### TO DO
Each line from the one that holds "I am building" to the end of the records is to be retyped exactly. Pictures are not part of the copy.

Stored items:
/---
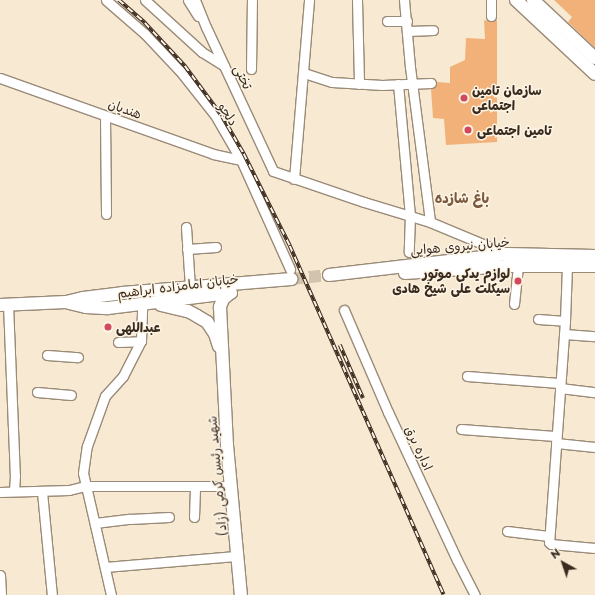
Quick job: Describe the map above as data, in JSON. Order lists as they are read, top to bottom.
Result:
{
  "streets": {
    "main road": ["خیابان نیروی هوایی", "خیابان امامزاده ابراهیم", "شهید رئیس کرمی (زاد)"],
    "street": [
      "تختی",
      "هندیان",
      "دلجو",
      "اداره برق"
    ]
  },
  "crossings": [
    ["هندیان", "دلجو"],
    ["دلجو", "خیابان امامزاده ابراهیم"]
  ],
  "districts": ["باغ شازده"],
  "places": [
    "سازمان تامین اجتماعی",
    "تامین اجتماعی",
    "لوازم یدکی موتور سیکلت علی شیخ هادی",
    "عبداللهی"
  ],
  "north": "top left"
}
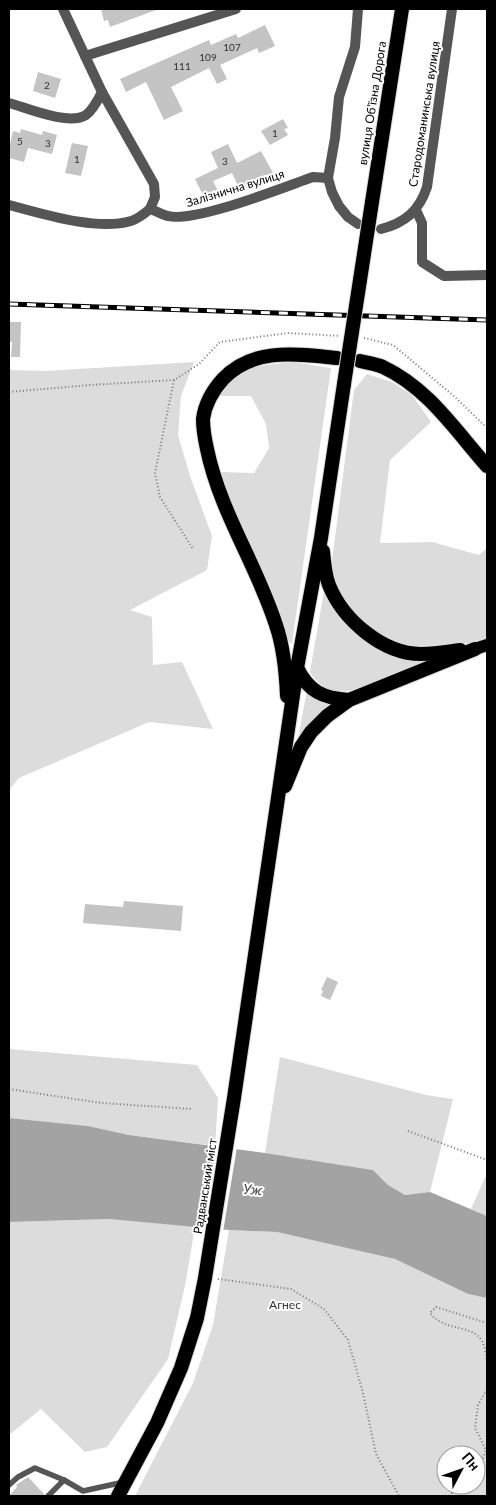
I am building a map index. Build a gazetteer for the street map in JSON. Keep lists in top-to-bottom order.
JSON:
{
  "streets": {
    "highway": ["вулиця Обʼїзна Дорога", "Радванський міст"],
    "street": ["Стародоманинська вулиця", "Залізнична вулиця"]
  },
  "water": ["Уж"],
  "parks": ["Агнес"],
  "house_numbers": [
    "107",
    "109",
    "111",
    "2",
    "1",
    "5",
    "3",
    "1",
    "3"
  ],
  "north": "top right"
}
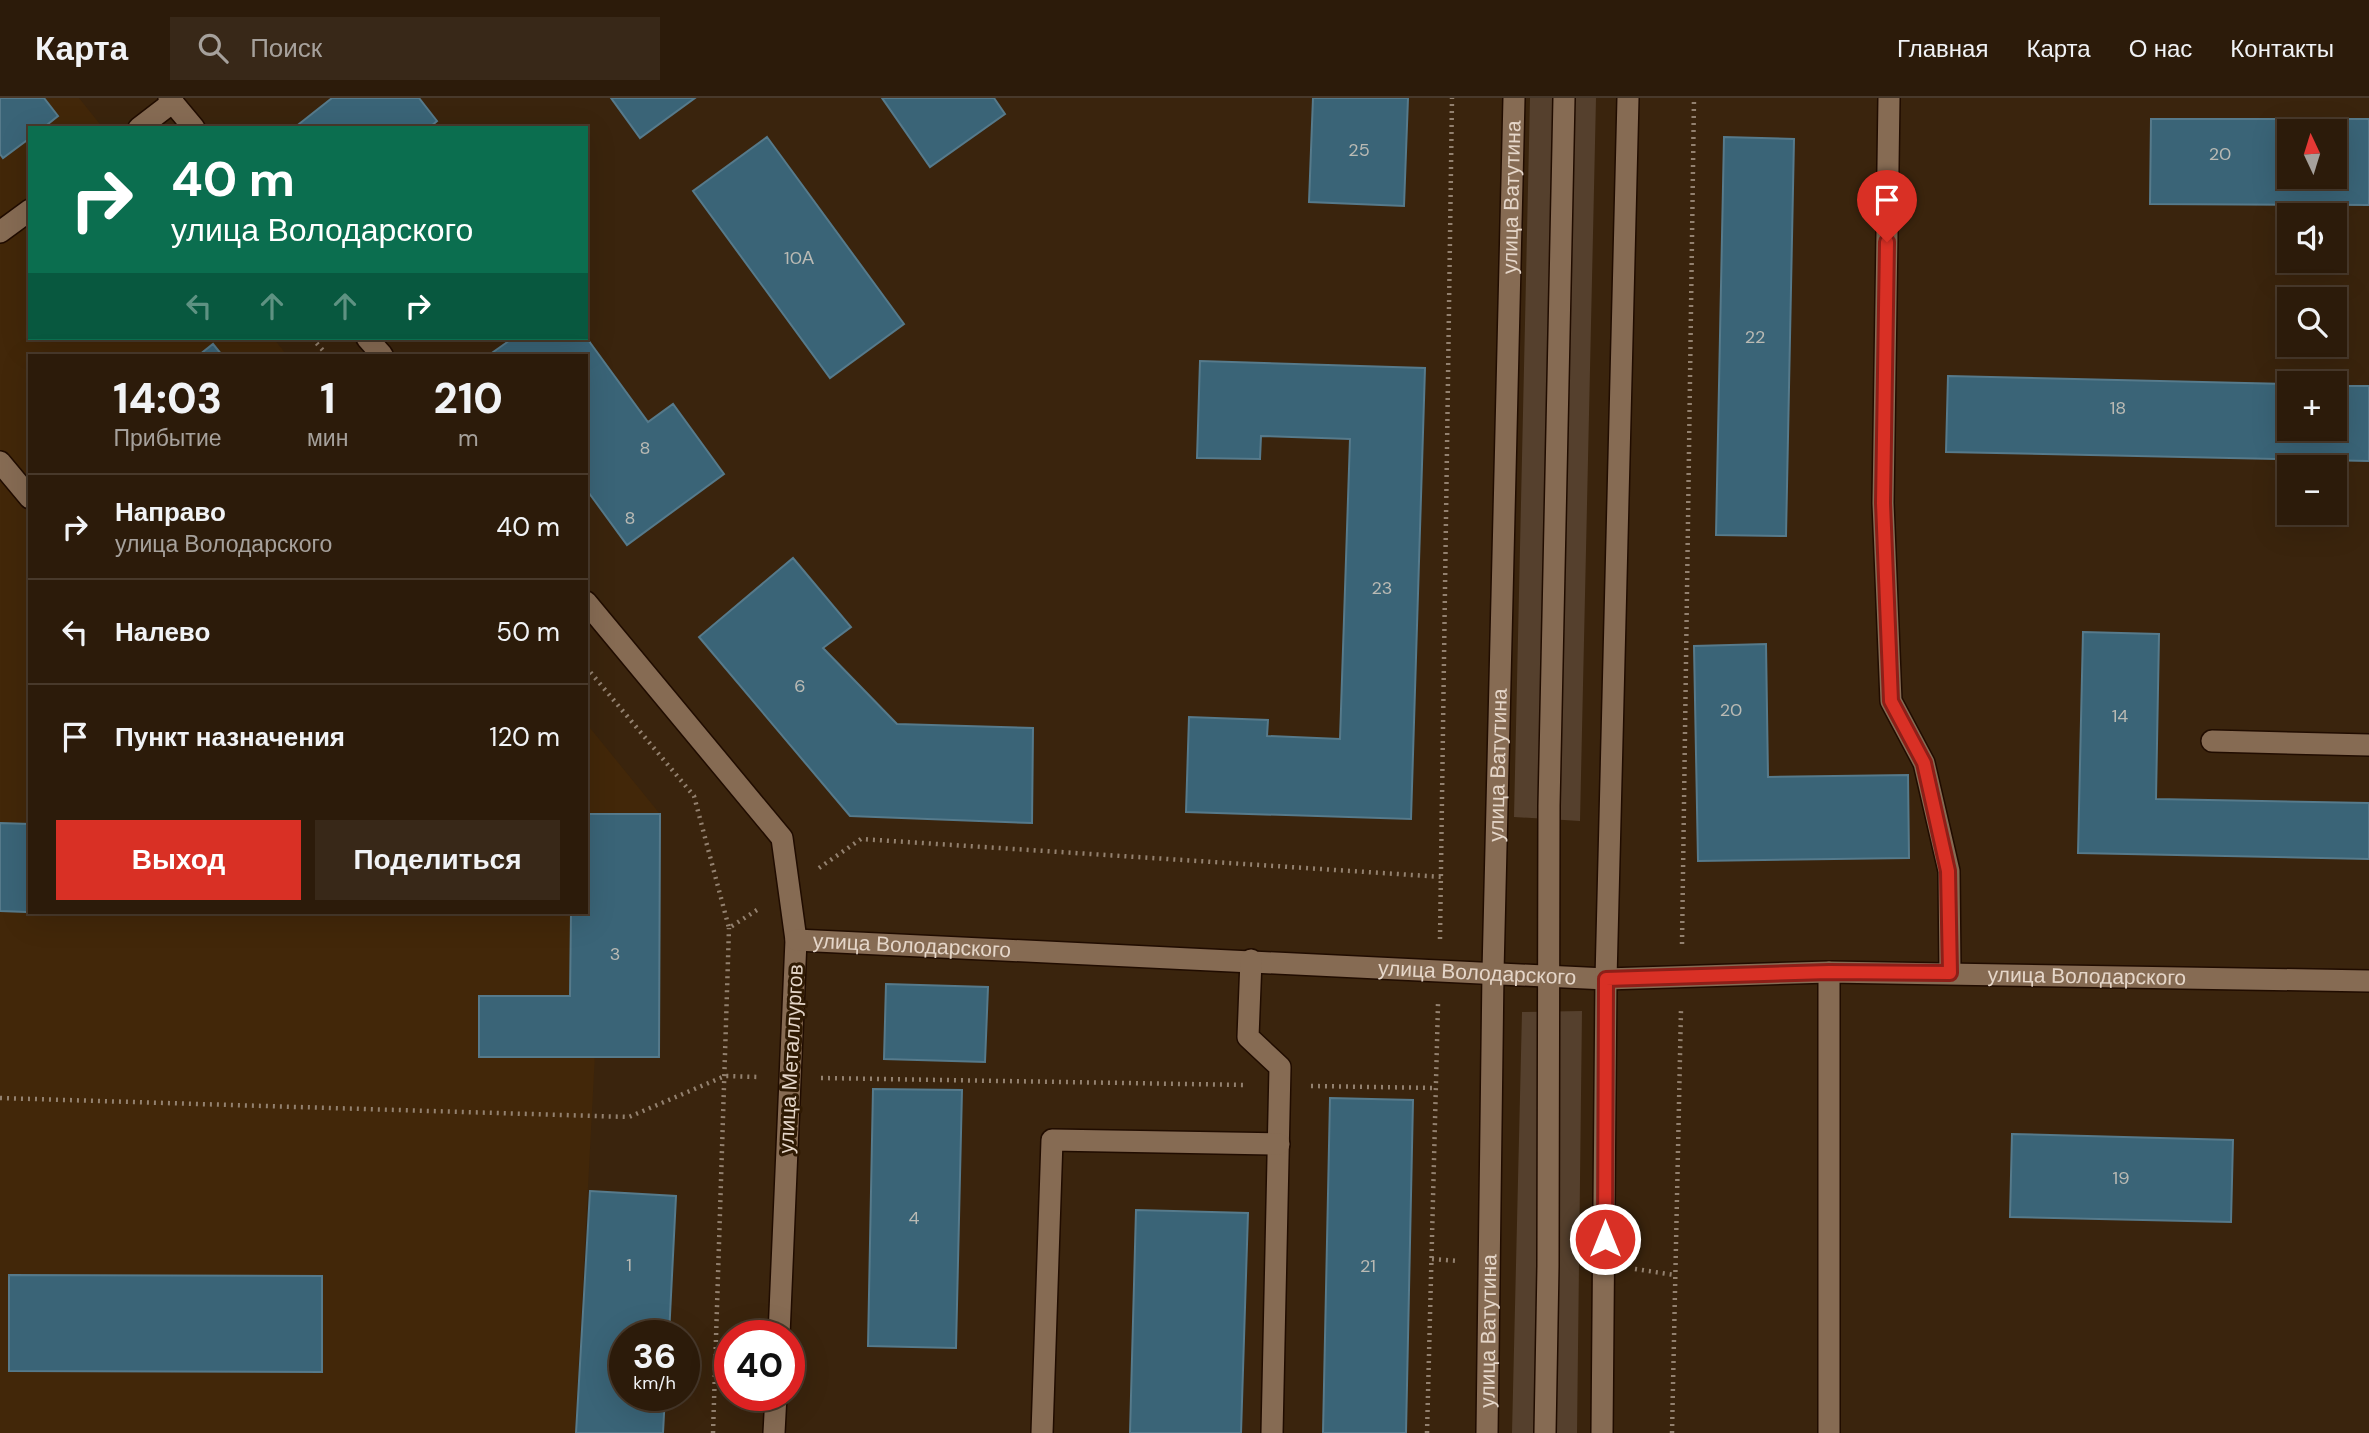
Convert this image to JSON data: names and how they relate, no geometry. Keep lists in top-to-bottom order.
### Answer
\---
### ANSWER
I am building a map index. Build a gazetteer for the street map in JSON. Keep lists in top-to-bottom order.
JSON:
{
  "streets": {
    "highway": ["вулиця Обʼїзна Дорога", "Радванський міст"],
    "street": ["Стародоманинська вулиця", "Залізнична вулиця"]
  },
  "water": ["Уж"],
  "parks": ["Агнес"],
  "house_numbers": [
    "107",
    "109",
    "111",
    "2",
    "1",
    "5",
    "3",
    "1",
    "3"
  ],
  "north": "top right"
}
Convert this image to JSON data: names and how they relate, no geometry. Keep lists in top-to-bottom order.
### Answer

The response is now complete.